Former President Clinton stumps for wife in Aiken

AIKEN — Bill Clinton’s raspy-voiced oratory reminded a crowd of 650 Dem­ocratic voters why he was elected to two terms as president in the 1990s, and he used it Friday to exhort them to push his wife closer to the nomination in today’s South Carolina primary.

 

He said Hillary Clinton was the “change-maker” needed to “make Amer­ica whole again.”

“Everything she has ever touched, she has made better,” he said at a campaign rally at Aiken High School’s gymnasium.

He touched often on his family’s connections to South Carolina, recalling that daughter Chelsea learned to ride a bike on the beach at Kiawah Island, and praising the state’s growth in manufacturing jobs and contributions to national defense.

He ticked off a litany of progressive positions, maintaining that things were better when he was president and would be again if his wife is elected. The most often-repeated phrases in his speech were “Hillary says” and “Hillary believes.”
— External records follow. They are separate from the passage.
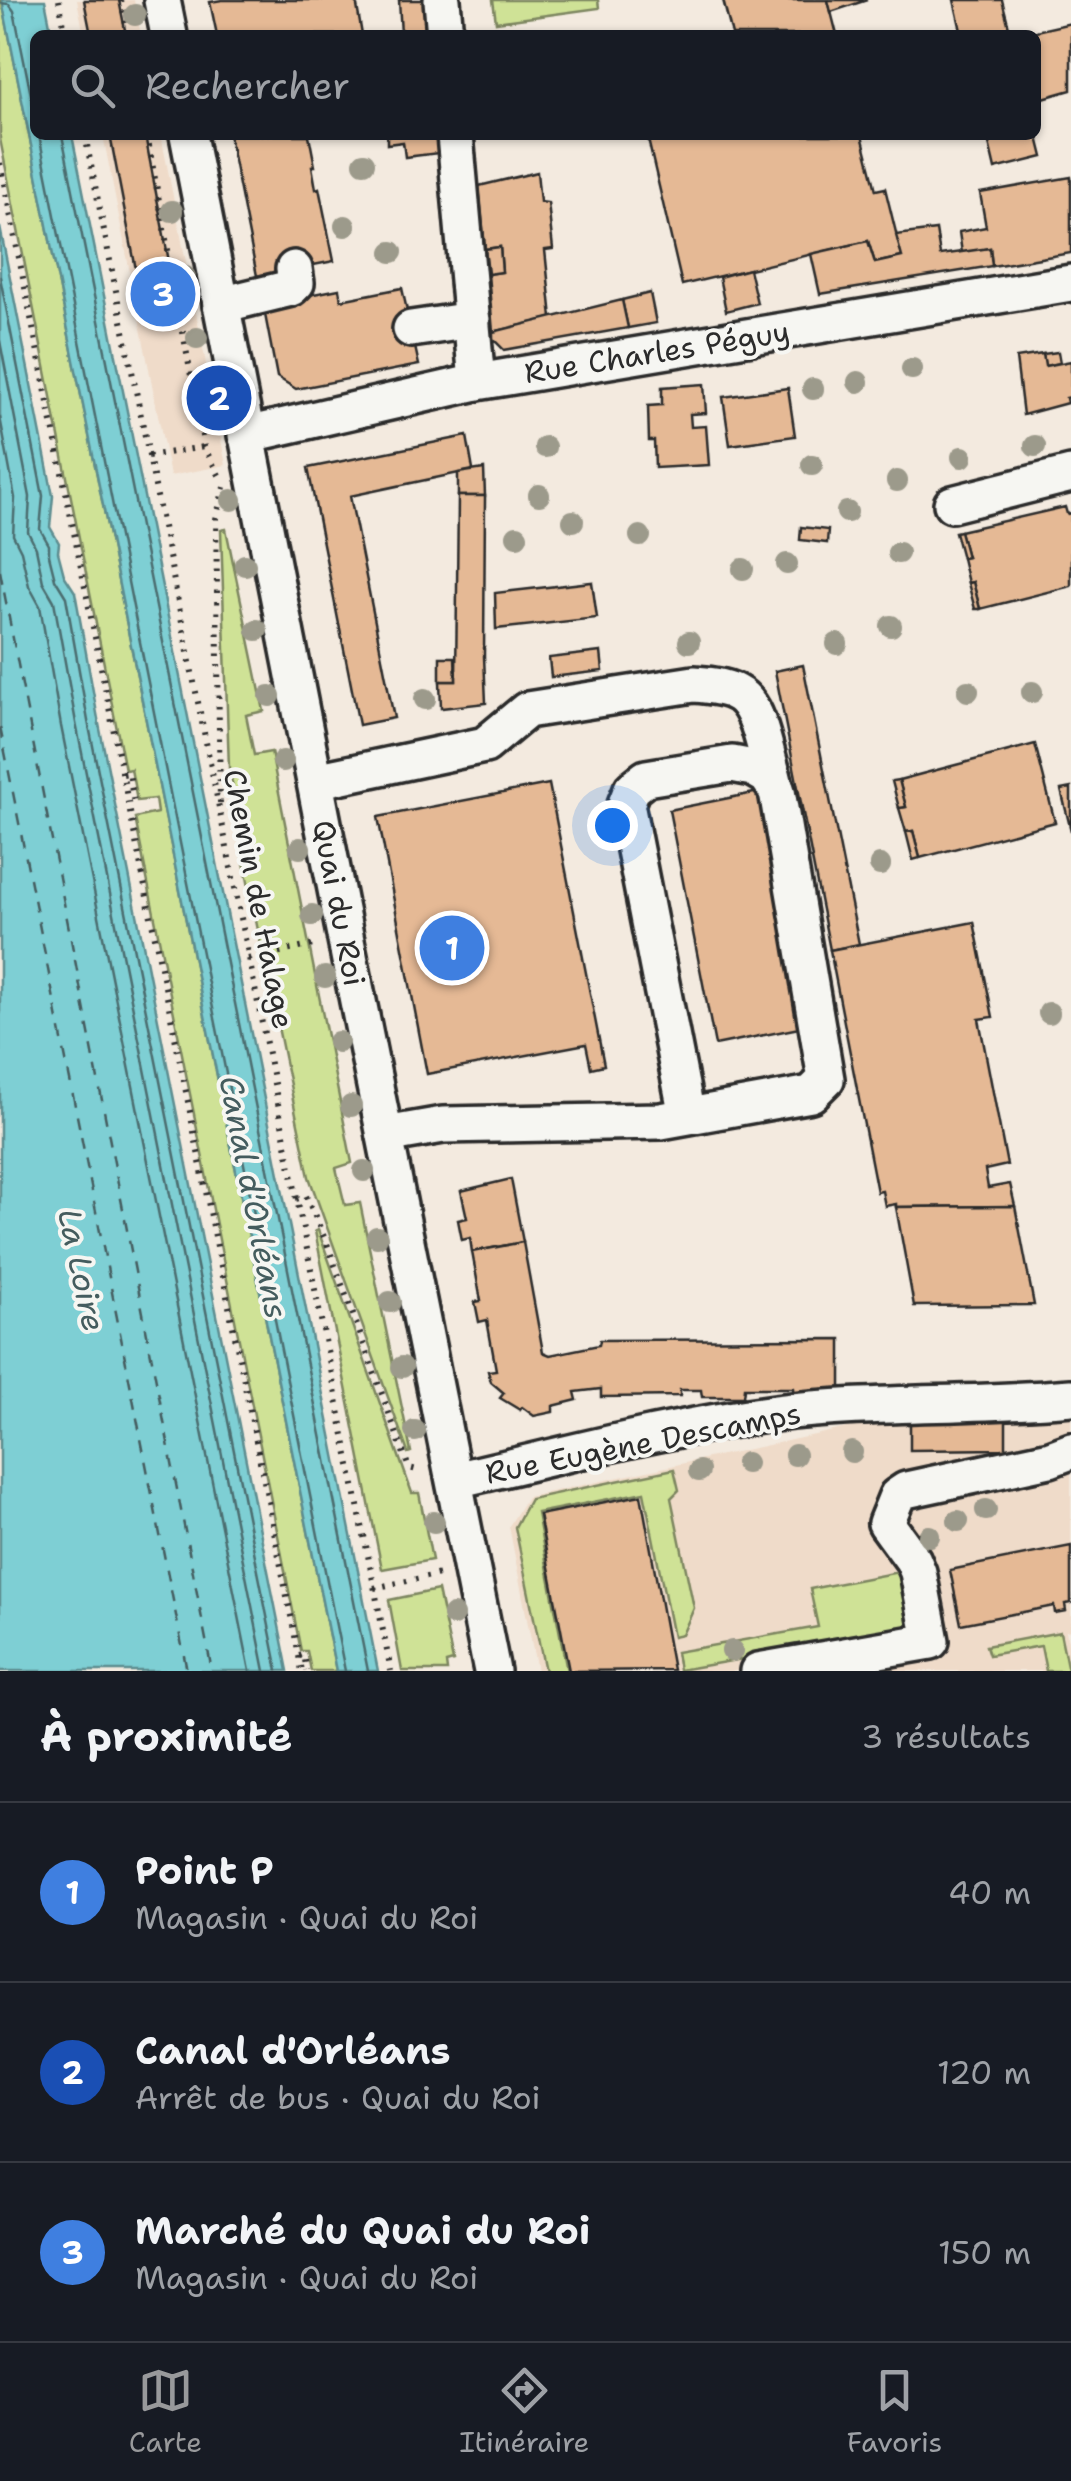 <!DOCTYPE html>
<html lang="fr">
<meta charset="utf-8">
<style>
body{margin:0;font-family:"Shantell Sans",sans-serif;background:#242831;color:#f1f3f6}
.you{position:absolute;left:612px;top:825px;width:35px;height:35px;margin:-25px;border:8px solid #fff;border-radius:50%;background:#1a73e8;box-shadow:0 0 0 15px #1a73e833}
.badge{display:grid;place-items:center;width:65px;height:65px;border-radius:50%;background:#98999b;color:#fff;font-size:32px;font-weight:700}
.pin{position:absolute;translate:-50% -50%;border:5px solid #fff;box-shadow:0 2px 10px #0006}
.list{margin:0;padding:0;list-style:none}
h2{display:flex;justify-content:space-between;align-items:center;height:130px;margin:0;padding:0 40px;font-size:42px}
h2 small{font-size:32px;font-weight:400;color:#9ea1a6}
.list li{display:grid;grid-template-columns:65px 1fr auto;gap:30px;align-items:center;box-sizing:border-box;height:180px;padding:0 40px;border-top:2px solid #363941}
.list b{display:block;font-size:38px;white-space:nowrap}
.list p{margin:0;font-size:32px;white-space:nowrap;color:#9ea1a6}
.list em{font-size:32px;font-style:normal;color:#9ea1a6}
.icon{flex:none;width:55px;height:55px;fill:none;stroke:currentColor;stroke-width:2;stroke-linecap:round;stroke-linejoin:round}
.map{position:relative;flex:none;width:1071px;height:1671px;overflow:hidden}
.search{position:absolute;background:#171b24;box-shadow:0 2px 8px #0004;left:30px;right:30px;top:30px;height:110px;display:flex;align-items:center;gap:25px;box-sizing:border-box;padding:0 35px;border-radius:15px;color:#9ea1a6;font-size:38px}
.sheet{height:670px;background:#171b24}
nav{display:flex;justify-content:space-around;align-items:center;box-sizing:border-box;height:140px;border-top:2px solid #363941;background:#171b24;font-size:28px;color:#9ea1a6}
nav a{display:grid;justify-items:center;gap:5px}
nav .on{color:#98999b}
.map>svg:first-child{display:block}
.built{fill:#efdbc9}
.green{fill:#cfe296;stroke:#7d8660;stroke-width:2.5}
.water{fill:#7ecfd4;stroke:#5d8d90;stroke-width:2.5}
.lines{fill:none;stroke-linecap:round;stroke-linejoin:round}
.shore{stroke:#4c6d6f;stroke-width:2.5}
.ferry{stroke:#445c5e;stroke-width:2.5;stroke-dasharray:12 10;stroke-linecap:butt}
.building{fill:#e5b995;stroke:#2b2b2b;stroke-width:2.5}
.minor-casing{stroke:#2b2b2b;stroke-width:42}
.path{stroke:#2b2b2b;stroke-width:6;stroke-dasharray:2.5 8;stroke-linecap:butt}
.minor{stroke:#f6f6f2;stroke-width:35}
.tree{fill:#9c9a8b}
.labels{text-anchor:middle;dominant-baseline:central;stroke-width:8;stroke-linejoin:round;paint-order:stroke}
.street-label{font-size:30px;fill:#2b2b2b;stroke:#f6f6f2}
.water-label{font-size:32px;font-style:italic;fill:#445c5e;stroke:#f6f6f2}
</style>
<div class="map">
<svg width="1071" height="1671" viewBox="0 0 1071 1671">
<rect width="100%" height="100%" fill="#f3eadf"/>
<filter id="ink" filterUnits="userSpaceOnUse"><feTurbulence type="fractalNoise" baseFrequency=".01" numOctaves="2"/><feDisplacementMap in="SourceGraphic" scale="20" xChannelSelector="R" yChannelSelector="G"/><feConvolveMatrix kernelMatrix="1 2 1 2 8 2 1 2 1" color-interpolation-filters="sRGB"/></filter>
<g filter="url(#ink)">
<g class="built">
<polygon points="77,0 134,0 141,35 84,35"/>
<polygon points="103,135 161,135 226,465 170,476"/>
<polygon points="1071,1411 1071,1630 1066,1631 1071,1656 1071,1671 537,1671 509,1526 527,1497 898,1417"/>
</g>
<g class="green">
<polygon points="0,0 2,0 336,1671 311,1671 307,1651 301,1651 135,818 157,813 155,799 137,801 131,769 125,770 0,139"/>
<polygon points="493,0 598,0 599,8 496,22"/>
<polygon points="226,529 264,711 246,715 254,755 271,752 352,1163 336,1168 345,1205 360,1203 411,1452 408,1453 309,1177 241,848 245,844 229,768 221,530"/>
<polygon points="318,1230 412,1493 419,1493 432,1560 382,1569 315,1231"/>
<polygon points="674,1469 679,1490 671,1498 694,1608 682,1635 673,1637 644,1492 537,1513 567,1671 545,1671 515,1527 530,1499"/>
<polygon points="909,1570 913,1630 679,1670 676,1652 818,1627 810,1589"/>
<polygon points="438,1590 453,1661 446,1663 447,1671 402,1671 389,1600"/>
<polygon points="1060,1632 1068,1671 1046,1671 1041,1646 989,1655 986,1646"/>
</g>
<g class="water">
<polygon points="2,0 45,0 52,35 35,35 35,135 72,135 378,1671 336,1671"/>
<polygon points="0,227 53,496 50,527 59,543 58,552 64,575 75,592 98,719 288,1671 0,1671"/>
</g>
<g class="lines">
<g class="shore">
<polyline points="0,3 9,4 14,11 35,115"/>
<polyline points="39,135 345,1671"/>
<polyline points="62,135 368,1671"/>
<polyline points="0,277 43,496 40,529 49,545 49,555 55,579 66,597 88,721 278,1671"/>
<polyline points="0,341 30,497 28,532 36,548 43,582 54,601 76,723 265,1671"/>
<polyline points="0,417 15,498 13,535 21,551 29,586 40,606 61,726 250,1671"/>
</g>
<g class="ferry">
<polyline points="0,571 212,1671"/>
<polyline points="0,727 187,1671"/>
</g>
</g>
<g class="building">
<polygon points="84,0 119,0 126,35 91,35"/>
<polygon points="222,0 356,0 362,35 217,35 210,2"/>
<polygon points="399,0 425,0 428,32 401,34"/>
<polygon points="723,0 828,0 837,35 732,35"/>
<polygon points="828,0 867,0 831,12"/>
<polygon points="954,0 1002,0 1011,35 962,35"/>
<polygon points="1071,23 1071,90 1036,100 1036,35 1018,35"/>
<polygon points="1036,129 1043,157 995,169 987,135 1036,135"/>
<polygon points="110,135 145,135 178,309 145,316"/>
<polygon points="229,135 309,135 315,166 312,166 316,189 319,188 334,261 257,276"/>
<polygon points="387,135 437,135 439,153 405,157 403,142 387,144"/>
<polygon points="647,135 862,135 876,190 885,188 902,257 875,263 868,241 682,285"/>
<polygon points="537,172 540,202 548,203 553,249 545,250 552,318 493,332 488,274 502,272 500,247 485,249 479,186"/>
<polygon points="1071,177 1071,253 992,266 990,248 962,253 959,232 986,227 980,193"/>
<polygon points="936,230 940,255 990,248 992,266 820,294 811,254 868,241 875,263 902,257 896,235"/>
<polygon points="500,247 502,272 488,274 485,249"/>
<polygon points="749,269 757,303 726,311 719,277"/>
<polygon points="402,288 419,365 296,389 277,377 263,304 339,289 341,300"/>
<polygon points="650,293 656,323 628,328 622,300"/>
<polygon points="622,300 628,328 504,350 493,339 493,332"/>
<polygon points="1058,352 1060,363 1045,366 1043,354"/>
<polygon points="1043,354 1045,366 1071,361 1071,397 1066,398 1067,403 1023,415 1016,358"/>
<polygon points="704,384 706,413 690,414 691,427 706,426 709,465 655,468 654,441 649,441 648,406 662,405 662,387"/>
<polygon points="788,388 795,436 730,445 723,397"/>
<polygon points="467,436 473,470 350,496 394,718 359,725 308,468"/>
<polygon points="484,469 485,496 458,496 458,473"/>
<polygon points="458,496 485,496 484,656 486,703 441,708 440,681 456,681"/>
<polygon points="1065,507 1067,514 1071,513 1071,586 980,609 973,582 968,583 962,558 967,557 960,531"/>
<polygon points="801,527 828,530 827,543 800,540"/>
<polygon points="960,531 967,557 962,558 955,532"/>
<polygon points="592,582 597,618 496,629 495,593"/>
<polygon points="973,582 980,609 975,609 968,583"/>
<polygon points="601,652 603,671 551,677 549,658"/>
<polygon points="440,657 455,657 456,681 440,681"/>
<polygon points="803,665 859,944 830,950 775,671"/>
<polygon points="1035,744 1055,822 920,858 913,831 906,832 899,808 906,807 899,780"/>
<polygon points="899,780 906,807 899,808 892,781"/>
<polygon points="549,784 604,1065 591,1068 586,1044 427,1074 378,817"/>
<polygon points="1071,788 1071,831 1061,790"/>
<polygon points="759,792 804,1027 715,1045 669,810"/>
<polygon points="913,831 920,858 913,860 906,832"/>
<polygon points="974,922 993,1017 979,1019 1007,1165 985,1170 988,1188 1010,1184 1015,1206 896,1207 896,1204 885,1206 882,1191 877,1192 830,950"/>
<polygon points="511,1179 523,1242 472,1252 470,1238 462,1240 458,1220 467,1218 461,1191"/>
<polygon points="1015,1206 1034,1305 914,1306 896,1207"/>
<polygon points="523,1242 543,1352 550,1355 599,1345 600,1340 841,1339 841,1389 814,1390 814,1393 794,1397 793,1388 744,1388 743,1397 702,1397 701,1390 680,1390 680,1396 601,1397 601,1389 575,1392 577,1400 553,1406 553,1412 534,1416 522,1407 520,1410 500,1398 504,1393 491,1382 488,1371 496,1370 487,1320 479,1322 475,1302 481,1301 472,1252"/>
<polygon points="910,1417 1006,1417 1006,1449 910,1450"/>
<polygon points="641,1495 673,1670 569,1671 539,1515"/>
<polygon points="1071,1546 1071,1603 1065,1604 1066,1611 1055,1613 1054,1606 961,1624 950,1570"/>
</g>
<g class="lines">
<g class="minor-casing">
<g id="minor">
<polyline points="162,0 169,35"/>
<polyline points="442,0 445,35"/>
<polyline points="188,135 353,976 492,1671"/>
<polyline points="455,135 477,382"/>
<polyline points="221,305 291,288 296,283 294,269"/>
<polyline points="411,329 472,320"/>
<polyline points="246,435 477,382 1071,283"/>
<polyline points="952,504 1071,474"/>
<path d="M 315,781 L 485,745 L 527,710 L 694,684 C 737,687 750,693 762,736 C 767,754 772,772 776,790"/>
<polyline points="385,1135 443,1125 661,1121 811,1094 826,1079 777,791 767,776 753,768 732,764 646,778 632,789 626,804 687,1116"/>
<path d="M 455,1480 C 561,1456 667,1427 775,1413 C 873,1401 972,1406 1071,1397"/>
<polyline points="758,1671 931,1641 918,1572 913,1560 886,1523 897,1496 906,1490 1050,1459 1071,1451"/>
</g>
</g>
<g class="path">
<polyline points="59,0 66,35"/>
<polyline points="121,0 128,35"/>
<polyline points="85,135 391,1671"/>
<polyline points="147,135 204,447 219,475"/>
<polyline points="0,163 302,1671"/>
<polyline points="148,456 204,447"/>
<polyline points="123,774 129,773 134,804"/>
<polyline points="220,803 216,519 224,487"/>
<polyline points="248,959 314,945"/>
<polyline points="296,1199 306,1196 328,1246 409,1468 417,1470"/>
<polyline points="374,1588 440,1574"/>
<polyline points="299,1656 304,1655 307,1671"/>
</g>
<use href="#minor" class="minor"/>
</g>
<g class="tree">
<circle cx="135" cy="15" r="11"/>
<circle cx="364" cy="163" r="11"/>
<circle cx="172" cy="211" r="11"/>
<circle cx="345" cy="226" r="11"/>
<circle cx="392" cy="252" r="11"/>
<circle cx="185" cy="277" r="11"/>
<circle cx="197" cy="338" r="11"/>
<circle cx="912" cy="369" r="11"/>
<circle cx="858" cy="382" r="11"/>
<circle cx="813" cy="389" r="11"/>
<circle cx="211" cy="413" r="11"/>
<circle cx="1035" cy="446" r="11"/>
<circle cx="545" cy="447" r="11"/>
<circle cx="962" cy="457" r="11"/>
<circle cx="812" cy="465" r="11"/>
<circle cx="897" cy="481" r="11"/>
<circle cx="539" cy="495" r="11"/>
<circle cx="232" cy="500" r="11"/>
<circle cx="847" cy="512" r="11"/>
<circle cx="573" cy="521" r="11"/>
<circle cx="517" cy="536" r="11"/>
<circle cx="640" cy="536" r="11"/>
<circle cx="898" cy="553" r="11"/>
<circle cx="787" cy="564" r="11"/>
<circle cx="245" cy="565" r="11"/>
<circle cx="743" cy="569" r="11"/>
<circle cx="891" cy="626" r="11"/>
<circle cx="257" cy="630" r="11"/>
<circle cx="689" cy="642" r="11"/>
<circle cx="837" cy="644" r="11"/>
<circle cx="968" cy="691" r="11"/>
<circle cx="1032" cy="692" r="11"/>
<circle cx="270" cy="696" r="11"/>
<circle cx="425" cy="699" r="11"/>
<circle cx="283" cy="761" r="11"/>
<circle cx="300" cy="848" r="11"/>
<circle cx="880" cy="865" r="11"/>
<circle cx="312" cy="915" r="11"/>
<circle cx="325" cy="977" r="11"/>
<circle cx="1049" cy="1013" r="11"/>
<circle cx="338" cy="1042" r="11"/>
<circle cx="351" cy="1106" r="11"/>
<circle cx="364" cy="1171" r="11"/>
<circle cx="377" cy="1237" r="11"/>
<circle cx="390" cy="1302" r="11"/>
<circle cx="402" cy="1367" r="11"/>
<circle cx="415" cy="1431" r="11"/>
<circle cx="852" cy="1452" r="11"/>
<circle cx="795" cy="1455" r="11"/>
<circle cx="746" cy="1463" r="11"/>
<circle cx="699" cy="1471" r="11"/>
<circle cx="986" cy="1510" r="11"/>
<circle cx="958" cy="1521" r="11"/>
<circle cx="434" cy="1522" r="11"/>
<circle cx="929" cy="1536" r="11"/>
<circle cx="453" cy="1615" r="11"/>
<circle cx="732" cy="1651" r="11"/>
</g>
</g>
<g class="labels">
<g class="street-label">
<text transform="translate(657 352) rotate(-9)">Rue Charles Péguy</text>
<text transform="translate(259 899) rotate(79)">Chemin de Halage</text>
<text transform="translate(339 903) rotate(79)">Quai du Roi</text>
<text transform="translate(643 1443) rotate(-11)">Rue Eugène Descamps</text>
</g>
<g class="water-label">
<text transform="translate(254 1197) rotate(79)">Canal d'Orléans</text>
<text transform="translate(82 1270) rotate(78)">La Loire</text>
</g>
</g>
</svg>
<div class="you"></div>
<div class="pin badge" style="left:452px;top:948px;background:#3f7fe0">1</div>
<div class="pin badge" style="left:219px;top:398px;background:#1a4fb4">2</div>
<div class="pin badge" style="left:163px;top:294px;background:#3f7fe0">3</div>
<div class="search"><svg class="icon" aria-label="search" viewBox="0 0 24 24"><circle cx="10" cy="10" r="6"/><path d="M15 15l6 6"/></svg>Rechercher</div>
</div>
<section class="sheet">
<h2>À proximité<small>3 résultats</small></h2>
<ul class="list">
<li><span class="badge" style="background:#3f7fe0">1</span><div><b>Point P</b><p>Magasin · Quai du Roi</p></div><em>40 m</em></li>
<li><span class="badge" style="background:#1a4fb4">2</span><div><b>Canal d'Orléans</b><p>Arrêt de bus · Quai du Roi</p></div><em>120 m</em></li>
<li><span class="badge" style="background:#3f7fe0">3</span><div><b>Marché du Quai du Roi</b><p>Magasin · Quai du Roi</p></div><em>150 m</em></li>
</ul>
</section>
<nav>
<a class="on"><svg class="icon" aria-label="map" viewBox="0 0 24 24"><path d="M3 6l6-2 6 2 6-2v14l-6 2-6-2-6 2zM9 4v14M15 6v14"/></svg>Carte</a>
<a><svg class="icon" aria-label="directions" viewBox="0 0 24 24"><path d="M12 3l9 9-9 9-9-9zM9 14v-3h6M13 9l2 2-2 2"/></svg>Itinéraire</a>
<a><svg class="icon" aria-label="saved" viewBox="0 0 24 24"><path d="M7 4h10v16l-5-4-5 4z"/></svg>Favoris</a>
</nav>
On the economy, Hillary says build ladders of opportunity and get back to community banking. On student loans, Hillary says “everybody ought to be able to be able to graduate from a public college debt-free.” For veterans, Hillary believes in keeping the Department of Vete­rans Affairs, but making it work better.

Too many people are in prison for nonviolent offenses, he said, and Hil­lary says the government must set aside money to train inmates for work when they are released. On gun control, both Clintons favor “common-sense background checks.”

Here, he paid homage again to South Carolina, saying it gave the nation “a great gift” when the congregation of Emanuel African Metho­dist Episcopal Church forgave the shooter who killed nine members of its congregation, and when the state’s politicians came together to remove the Confederate flag from the Statehouse grounds.

He stressed his wife’s ability to work with Republicans, citing the joint efforts of then-Sen. Clinton with Tom DeLay, Lindsey Graham and John McCain.

He said that when Hillary Clin­ton approached DeLay about a bill to help more children get adopted, the House majority leader asked: “Hil­lary, do we agree on anything?” Yes, she responded: “You love your children, don’t you?” DeLay and his wife have been foster parents for several children.

Then-President Clinton eventually signed their bill, which he said increased adoptions from foster homes by 80 percent.

That kind of bipartisan effort is important, said Mat Fetteroll, a University of South Carolina graduate who is about to study screenwriting in graduate school at the University of North Carolina School of the Arts.

“(Her opponents) paint her as a dangerous progressive, when she’s closer to the center than people on the left or right would like to admit,” he said.

Social issues such as gay rights and a woman’s right to choose are important to him, Fetteroll said, and though he would be comfortable with her opponent, Sen. Bernie San­ders, “she’s the one shouting about things I care about.”

Former Richmond Coun­ty Commissioner Moses Todd said he hoped a second President Clinton could bring back the economy of the 1990s and continue Presi­dent Obama’s policies.

“We don’t need to be sold,” he said. “We know who’s been for us over the years.”